There's some nice work here, whether the droll offering from Nick Mamatas, the documentary riff by Tucker Cummings, or the pitch-perfect "The Damnable Asteroid," whose author gets the fact that while most of Lovecraft's stories were downbeat, their endings were not necessarily so -- conditional victory over the forces of darkness was a recurring plot point, no matter how dire the overall situation.

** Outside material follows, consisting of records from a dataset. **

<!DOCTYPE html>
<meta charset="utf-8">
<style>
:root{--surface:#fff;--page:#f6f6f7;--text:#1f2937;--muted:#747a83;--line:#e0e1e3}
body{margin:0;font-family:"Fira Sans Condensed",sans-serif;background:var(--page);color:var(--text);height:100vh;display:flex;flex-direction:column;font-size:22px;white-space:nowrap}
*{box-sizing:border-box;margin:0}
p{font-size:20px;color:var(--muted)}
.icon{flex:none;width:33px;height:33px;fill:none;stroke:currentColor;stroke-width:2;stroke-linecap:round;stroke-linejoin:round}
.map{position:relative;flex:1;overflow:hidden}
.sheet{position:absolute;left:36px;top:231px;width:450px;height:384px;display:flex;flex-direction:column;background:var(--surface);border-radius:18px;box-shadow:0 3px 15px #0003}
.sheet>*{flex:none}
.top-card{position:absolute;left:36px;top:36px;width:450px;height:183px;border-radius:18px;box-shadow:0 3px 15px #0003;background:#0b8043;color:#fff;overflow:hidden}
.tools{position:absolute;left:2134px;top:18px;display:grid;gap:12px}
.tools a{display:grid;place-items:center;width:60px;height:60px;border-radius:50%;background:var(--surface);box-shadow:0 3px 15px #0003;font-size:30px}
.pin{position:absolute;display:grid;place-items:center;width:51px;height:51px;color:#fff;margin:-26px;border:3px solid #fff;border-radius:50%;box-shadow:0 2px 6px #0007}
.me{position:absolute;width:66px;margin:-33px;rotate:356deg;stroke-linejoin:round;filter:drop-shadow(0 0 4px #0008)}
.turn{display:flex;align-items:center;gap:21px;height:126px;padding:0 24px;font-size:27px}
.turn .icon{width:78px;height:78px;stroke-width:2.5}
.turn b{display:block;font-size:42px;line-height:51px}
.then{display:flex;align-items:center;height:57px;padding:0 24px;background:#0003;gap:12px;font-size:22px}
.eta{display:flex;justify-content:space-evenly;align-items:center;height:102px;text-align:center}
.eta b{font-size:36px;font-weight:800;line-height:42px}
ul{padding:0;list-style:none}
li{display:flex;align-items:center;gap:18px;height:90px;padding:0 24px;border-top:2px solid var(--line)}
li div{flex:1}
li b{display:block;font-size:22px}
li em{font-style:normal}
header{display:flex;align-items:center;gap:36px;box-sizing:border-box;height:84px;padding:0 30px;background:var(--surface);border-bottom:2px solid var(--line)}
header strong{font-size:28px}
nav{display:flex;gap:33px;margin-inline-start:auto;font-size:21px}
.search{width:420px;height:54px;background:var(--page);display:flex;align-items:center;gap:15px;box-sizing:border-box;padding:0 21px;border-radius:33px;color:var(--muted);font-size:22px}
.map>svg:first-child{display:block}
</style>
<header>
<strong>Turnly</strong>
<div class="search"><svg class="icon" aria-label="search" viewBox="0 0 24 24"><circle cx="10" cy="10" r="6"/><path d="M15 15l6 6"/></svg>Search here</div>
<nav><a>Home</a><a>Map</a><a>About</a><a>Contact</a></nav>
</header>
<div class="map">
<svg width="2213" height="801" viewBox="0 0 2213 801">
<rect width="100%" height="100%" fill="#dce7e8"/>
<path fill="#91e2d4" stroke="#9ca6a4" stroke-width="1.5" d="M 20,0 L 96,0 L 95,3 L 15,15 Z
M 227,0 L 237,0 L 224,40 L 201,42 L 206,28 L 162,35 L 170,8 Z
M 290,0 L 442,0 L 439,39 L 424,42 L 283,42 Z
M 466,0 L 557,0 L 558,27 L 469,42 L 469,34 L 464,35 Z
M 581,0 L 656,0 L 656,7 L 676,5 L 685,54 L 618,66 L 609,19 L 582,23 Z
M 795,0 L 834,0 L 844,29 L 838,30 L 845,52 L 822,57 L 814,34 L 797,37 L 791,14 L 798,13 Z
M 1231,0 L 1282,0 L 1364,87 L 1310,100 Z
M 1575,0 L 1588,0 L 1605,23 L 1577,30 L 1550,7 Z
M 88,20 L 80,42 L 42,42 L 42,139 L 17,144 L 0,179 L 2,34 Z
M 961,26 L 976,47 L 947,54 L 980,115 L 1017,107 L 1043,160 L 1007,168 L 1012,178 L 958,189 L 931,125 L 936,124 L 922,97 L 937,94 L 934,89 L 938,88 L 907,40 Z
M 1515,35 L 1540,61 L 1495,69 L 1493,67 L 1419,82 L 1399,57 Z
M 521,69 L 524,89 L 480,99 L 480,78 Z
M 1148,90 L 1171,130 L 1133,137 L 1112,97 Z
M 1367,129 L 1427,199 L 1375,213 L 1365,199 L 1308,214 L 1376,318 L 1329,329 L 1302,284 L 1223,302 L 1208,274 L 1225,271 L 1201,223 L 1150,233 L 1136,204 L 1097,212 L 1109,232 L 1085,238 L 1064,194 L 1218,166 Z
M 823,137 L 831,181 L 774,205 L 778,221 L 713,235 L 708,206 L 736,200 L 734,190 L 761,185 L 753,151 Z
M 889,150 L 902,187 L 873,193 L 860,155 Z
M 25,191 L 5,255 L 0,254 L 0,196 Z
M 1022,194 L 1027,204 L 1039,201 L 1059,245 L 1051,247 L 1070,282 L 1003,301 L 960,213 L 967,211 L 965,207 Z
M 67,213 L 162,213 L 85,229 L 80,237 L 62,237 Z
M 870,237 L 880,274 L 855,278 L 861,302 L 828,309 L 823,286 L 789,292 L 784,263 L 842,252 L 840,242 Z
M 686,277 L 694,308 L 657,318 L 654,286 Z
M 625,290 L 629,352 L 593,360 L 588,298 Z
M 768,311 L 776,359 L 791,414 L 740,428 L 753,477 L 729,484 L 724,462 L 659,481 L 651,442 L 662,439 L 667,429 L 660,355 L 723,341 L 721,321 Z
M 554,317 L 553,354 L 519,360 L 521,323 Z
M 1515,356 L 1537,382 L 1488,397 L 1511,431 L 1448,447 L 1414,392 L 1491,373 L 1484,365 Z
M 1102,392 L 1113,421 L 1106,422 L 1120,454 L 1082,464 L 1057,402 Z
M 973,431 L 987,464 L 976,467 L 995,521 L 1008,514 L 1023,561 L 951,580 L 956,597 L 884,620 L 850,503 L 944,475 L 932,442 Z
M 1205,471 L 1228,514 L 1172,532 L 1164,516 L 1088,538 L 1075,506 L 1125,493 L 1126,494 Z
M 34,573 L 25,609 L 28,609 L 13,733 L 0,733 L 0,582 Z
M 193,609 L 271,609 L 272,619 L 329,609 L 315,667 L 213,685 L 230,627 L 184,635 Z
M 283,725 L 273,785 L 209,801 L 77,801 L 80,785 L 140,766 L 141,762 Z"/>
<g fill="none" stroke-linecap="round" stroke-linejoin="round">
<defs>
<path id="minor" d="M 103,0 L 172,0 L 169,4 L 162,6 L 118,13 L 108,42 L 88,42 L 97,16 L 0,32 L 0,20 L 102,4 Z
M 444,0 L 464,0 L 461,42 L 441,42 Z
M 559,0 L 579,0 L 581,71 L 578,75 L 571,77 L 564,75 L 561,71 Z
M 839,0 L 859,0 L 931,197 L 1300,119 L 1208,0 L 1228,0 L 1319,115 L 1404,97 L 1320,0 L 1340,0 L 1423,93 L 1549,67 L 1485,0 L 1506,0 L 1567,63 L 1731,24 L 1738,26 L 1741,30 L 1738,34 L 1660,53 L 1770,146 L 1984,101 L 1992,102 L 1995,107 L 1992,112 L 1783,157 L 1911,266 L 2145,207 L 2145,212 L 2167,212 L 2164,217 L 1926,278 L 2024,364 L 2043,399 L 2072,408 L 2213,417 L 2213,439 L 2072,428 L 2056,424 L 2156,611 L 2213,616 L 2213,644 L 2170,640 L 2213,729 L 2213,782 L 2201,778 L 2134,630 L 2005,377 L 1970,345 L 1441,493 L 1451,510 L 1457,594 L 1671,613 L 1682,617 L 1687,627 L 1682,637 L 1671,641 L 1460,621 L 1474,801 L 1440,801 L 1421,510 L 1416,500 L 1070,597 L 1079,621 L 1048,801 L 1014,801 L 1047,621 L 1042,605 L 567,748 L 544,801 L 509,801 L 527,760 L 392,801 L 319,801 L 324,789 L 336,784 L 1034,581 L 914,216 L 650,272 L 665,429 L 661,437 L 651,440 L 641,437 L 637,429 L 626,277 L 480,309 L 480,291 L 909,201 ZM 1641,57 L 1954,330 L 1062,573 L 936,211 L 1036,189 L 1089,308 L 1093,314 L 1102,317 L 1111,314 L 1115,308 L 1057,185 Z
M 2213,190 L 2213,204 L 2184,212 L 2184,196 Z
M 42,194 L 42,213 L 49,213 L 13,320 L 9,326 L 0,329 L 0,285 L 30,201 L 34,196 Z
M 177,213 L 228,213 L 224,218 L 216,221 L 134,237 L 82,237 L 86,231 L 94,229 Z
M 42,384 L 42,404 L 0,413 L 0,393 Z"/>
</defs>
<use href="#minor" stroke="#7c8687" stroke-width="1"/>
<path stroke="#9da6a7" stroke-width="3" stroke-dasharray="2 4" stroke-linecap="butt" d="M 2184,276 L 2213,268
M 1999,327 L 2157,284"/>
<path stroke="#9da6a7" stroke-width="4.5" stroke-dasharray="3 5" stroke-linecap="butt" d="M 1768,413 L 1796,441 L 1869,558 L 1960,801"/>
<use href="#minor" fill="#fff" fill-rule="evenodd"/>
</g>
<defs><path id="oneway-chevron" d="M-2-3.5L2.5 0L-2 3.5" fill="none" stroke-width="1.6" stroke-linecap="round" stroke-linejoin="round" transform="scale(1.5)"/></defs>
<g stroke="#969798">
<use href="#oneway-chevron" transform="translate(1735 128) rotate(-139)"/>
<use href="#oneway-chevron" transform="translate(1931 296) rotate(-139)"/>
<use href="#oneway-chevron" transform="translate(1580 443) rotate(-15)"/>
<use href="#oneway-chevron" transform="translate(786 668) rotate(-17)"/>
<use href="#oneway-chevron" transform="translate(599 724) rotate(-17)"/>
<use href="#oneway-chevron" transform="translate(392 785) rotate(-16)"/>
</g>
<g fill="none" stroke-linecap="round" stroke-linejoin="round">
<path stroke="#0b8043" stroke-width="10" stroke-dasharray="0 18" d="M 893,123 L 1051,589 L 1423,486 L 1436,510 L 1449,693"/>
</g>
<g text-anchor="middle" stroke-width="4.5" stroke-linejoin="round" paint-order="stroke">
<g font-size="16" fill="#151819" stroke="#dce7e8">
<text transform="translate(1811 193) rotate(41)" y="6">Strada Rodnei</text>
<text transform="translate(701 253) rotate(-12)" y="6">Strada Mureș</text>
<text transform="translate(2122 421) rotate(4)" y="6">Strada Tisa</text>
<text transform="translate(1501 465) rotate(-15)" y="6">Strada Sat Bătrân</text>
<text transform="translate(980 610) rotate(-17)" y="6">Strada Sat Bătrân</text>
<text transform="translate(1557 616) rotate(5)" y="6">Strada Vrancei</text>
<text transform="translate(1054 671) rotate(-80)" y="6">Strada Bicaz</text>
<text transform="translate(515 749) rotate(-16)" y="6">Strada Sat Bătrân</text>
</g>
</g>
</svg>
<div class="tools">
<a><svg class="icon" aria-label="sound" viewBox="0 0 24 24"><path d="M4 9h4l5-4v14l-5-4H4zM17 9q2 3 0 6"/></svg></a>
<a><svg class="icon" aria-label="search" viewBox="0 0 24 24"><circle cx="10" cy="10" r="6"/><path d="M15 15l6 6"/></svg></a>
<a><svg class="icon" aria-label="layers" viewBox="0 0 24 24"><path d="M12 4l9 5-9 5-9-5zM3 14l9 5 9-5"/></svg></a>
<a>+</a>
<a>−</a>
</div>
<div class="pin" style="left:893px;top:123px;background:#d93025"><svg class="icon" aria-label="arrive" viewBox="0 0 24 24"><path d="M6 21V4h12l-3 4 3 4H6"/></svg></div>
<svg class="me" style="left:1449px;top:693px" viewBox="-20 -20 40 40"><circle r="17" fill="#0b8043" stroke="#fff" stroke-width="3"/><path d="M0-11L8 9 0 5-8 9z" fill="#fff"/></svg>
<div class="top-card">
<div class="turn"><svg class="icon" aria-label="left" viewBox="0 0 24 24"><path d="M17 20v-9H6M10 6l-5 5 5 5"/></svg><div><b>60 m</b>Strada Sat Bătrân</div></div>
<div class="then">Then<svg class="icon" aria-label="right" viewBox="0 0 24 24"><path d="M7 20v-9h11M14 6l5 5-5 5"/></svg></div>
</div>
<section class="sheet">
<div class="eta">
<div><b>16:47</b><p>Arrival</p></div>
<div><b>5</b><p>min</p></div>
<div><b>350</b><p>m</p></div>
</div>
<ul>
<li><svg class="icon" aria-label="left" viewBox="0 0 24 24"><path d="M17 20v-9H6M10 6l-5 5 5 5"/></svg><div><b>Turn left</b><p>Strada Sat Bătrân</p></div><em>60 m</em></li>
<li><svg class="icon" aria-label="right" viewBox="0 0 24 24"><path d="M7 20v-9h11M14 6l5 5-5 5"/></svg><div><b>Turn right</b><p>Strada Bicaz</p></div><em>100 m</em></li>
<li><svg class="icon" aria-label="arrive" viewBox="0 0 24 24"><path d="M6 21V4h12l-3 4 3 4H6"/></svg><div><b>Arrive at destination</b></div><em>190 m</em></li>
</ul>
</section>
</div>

A lot of stories here instead go for the destruction or conquest of everything by dark forces; that gets pretty tiring after awhile.

I wouldn't call this a great anthology -- the poems especially are a real drag. But I've certainly read higher profile homages to Lovecraft that were worse, and the shortness of the works allows one to sample an awful lot of writers one may not have heard of. In general, though, I'd argue that homages to Lovecraft -- and the Cthulhu portion of his body of work -- are best attempted at novella length. Recommended.